The second fact: Templates are created outside of the release engineering process using dark and arcane magic involving poultry sacrifice. This makes them hard to update, and even once they're updated, there is no way for existing jails to benefit from this due to the reasons outlined above. Every template is nothing more or less than a dumb tarball which is extracted for the first time into jails of that (template) type and then never referenced again. On the plus side, of course, we did make the template system extensible so if you want to create your own tarball of an up-to-date FreeBSD distribution and then use that on your box as a starting point for all future jails, you can certainly do so.
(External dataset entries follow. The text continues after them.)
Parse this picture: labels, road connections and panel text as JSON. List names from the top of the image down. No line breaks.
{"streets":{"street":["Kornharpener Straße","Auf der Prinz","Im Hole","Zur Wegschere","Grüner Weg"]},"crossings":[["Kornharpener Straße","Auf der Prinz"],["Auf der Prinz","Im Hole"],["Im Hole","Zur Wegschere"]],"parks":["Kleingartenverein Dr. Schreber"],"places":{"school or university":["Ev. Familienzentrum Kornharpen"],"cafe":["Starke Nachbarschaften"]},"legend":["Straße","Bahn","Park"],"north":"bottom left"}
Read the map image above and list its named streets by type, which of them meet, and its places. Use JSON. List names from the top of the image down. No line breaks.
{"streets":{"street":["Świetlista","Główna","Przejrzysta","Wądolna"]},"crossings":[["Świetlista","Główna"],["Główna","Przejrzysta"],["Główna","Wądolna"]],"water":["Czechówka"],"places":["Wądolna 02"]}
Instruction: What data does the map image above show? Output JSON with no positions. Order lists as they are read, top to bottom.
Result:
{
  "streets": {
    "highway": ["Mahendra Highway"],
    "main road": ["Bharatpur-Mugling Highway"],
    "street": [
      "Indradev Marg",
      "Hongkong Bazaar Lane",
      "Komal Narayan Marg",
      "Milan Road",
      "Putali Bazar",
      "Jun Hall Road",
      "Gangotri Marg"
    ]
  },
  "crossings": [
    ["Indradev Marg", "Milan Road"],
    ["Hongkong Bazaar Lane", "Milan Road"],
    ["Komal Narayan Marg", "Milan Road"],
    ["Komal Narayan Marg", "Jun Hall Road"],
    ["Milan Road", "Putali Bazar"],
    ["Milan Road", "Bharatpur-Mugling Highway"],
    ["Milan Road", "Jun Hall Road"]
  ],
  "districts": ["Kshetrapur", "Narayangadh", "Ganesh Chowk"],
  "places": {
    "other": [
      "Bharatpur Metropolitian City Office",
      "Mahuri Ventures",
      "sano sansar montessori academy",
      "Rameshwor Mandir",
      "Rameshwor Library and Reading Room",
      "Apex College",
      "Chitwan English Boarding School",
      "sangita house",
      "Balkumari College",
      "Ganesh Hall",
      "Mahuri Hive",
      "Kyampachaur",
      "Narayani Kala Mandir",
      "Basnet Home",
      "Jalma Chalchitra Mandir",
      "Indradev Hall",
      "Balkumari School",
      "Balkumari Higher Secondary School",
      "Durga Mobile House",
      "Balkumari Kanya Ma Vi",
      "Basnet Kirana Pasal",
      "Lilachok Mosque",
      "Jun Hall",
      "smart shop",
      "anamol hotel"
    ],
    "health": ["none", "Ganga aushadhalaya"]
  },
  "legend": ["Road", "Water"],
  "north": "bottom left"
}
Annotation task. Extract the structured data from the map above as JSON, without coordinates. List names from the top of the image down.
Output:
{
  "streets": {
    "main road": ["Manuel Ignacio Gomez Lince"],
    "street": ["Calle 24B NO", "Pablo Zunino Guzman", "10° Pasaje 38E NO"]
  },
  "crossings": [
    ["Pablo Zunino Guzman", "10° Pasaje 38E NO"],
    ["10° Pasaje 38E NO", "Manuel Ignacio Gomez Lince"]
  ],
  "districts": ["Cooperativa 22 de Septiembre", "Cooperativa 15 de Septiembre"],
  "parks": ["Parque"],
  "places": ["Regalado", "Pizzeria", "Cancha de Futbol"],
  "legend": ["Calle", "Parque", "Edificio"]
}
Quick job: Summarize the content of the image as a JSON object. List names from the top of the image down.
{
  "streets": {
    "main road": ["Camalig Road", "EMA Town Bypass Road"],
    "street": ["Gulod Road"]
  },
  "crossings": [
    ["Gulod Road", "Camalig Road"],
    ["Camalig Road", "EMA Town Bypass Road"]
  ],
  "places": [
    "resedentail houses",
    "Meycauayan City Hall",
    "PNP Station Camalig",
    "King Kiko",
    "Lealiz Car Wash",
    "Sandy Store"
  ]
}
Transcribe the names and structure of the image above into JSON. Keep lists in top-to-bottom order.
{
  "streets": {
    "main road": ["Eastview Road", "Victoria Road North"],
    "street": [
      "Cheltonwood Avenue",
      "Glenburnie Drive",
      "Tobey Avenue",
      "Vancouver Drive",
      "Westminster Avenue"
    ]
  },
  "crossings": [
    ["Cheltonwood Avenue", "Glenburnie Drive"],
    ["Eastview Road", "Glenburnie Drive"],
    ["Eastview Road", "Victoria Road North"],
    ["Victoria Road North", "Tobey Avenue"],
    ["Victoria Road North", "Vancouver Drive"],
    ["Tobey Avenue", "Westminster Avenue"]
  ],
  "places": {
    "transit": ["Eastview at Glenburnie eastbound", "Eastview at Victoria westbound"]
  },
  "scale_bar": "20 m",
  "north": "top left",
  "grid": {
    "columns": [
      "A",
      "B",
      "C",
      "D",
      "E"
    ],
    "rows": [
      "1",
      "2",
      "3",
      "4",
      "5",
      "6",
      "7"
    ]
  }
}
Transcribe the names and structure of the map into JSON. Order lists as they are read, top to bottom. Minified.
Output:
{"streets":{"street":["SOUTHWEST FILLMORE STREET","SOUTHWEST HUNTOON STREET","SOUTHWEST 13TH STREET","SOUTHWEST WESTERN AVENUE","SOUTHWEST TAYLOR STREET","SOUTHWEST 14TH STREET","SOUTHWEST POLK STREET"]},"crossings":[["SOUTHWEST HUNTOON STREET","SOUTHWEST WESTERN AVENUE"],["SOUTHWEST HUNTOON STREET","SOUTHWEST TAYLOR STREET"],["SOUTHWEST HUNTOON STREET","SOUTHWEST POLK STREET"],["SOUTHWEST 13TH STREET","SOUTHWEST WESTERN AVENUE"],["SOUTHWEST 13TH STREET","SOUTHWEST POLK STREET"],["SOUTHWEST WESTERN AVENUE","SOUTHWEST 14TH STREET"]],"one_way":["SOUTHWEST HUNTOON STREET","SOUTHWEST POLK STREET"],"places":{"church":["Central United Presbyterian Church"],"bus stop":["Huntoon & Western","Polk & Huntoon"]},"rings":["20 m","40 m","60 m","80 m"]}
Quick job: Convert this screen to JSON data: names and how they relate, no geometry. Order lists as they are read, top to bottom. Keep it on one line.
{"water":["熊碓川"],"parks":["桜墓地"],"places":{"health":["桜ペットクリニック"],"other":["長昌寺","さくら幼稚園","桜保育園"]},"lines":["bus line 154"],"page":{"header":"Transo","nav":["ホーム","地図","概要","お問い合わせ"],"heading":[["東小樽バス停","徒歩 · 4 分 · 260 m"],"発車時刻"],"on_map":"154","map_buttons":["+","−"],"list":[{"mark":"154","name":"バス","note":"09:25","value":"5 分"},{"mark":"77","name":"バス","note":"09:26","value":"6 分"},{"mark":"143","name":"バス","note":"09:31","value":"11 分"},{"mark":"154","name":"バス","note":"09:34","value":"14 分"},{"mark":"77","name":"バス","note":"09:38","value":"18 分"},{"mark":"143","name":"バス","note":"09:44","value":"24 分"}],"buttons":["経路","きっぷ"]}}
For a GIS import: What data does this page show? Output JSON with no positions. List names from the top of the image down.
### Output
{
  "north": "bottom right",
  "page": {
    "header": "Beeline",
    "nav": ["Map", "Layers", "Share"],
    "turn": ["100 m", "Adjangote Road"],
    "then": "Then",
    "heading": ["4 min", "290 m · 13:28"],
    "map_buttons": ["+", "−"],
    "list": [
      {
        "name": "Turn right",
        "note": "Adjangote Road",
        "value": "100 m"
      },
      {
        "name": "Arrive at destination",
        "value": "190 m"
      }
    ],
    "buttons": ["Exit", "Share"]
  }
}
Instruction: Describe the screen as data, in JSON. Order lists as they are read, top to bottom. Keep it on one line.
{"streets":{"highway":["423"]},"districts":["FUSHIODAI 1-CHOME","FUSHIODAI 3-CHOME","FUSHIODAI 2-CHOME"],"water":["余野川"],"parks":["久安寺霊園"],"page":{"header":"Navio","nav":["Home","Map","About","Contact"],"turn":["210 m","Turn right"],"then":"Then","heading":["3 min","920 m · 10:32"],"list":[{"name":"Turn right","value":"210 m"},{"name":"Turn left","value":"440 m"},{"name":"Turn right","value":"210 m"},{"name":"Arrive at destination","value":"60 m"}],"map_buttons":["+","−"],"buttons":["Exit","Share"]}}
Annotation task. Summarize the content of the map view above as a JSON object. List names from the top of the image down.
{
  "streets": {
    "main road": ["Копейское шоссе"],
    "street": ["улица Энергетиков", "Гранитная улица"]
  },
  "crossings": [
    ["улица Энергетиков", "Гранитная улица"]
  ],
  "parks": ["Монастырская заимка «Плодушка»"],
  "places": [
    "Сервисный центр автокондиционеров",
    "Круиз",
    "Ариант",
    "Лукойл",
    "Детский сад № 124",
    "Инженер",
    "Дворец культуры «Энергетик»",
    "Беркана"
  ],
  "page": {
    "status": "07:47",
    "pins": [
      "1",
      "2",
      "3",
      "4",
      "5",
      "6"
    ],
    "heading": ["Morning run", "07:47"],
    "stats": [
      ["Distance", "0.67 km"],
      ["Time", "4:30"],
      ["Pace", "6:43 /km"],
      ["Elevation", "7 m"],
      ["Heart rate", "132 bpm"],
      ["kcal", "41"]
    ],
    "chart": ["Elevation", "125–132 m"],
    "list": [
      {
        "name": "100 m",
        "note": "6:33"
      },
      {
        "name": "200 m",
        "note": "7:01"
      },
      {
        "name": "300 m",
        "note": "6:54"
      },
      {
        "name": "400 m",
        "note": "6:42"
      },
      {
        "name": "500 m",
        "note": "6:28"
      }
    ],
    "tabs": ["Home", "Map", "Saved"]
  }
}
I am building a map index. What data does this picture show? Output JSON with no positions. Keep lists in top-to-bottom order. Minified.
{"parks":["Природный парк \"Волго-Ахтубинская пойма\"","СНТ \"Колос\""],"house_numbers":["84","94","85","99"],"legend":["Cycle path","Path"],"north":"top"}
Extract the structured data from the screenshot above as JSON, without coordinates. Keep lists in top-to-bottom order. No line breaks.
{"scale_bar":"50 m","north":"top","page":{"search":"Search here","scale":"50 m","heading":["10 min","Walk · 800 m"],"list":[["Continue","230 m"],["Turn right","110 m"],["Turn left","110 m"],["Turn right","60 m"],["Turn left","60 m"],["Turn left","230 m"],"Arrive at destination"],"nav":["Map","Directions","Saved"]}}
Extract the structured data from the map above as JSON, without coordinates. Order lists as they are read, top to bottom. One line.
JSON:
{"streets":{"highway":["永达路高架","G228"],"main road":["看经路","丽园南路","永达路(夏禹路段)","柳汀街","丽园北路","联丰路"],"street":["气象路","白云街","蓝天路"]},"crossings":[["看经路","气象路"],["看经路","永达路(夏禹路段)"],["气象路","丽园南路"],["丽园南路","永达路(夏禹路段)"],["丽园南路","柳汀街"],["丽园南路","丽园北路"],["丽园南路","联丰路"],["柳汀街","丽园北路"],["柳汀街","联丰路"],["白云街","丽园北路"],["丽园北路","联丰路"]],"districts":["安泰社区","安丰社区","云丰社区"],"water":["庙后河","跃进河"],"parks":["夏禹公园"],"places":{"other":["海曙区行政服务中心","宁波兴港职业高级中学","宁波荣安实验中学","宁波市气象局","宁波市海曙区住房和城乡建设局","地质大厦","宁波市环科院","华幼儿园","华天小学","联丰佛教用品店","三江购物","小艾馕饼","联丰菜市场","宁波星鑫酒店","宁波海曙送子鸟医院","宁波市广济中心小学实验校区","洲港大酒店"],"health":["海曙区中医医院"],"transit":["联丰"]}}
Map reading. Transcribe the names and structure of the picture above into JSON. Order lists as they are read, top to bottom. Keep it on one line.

It won't help you with updating, but you'll at least start from a better spot.
The third fact: Jails themselves require VIMAGE to be properly isolated from the host (FreeNAS) networking environment, and that comes with its own issues. There are only so many things you can do from a VIMAGE jail without panicking your box, because VIMAGE as a feature still is not finished (don't combine it with pf, for example - that's an instant panic). If you don't use VIMAGE, then any and all networking ports you use from the jail are now unavailable to the host machine because everything is sharing a common network stack, and jails can also easily collide with one another.
Basically, jails as a FreeBSD feature were never meant to be the light-weight virtualization solution people are making them out to be. They're just really thin security boundaries that come with a host of limitations. The most reasonable way forward for FreeNAS 10 is going to be to use bhyve (which may also require improvements to make it fully suitable for the purpose, but it's at least moving in the right direction) and create genuinely virtual environments, both FreeBSD and Linux, that can then be updated using whatever OS-dependent tools are best suited to the purpose (freebsd-update, apt-get, whatever).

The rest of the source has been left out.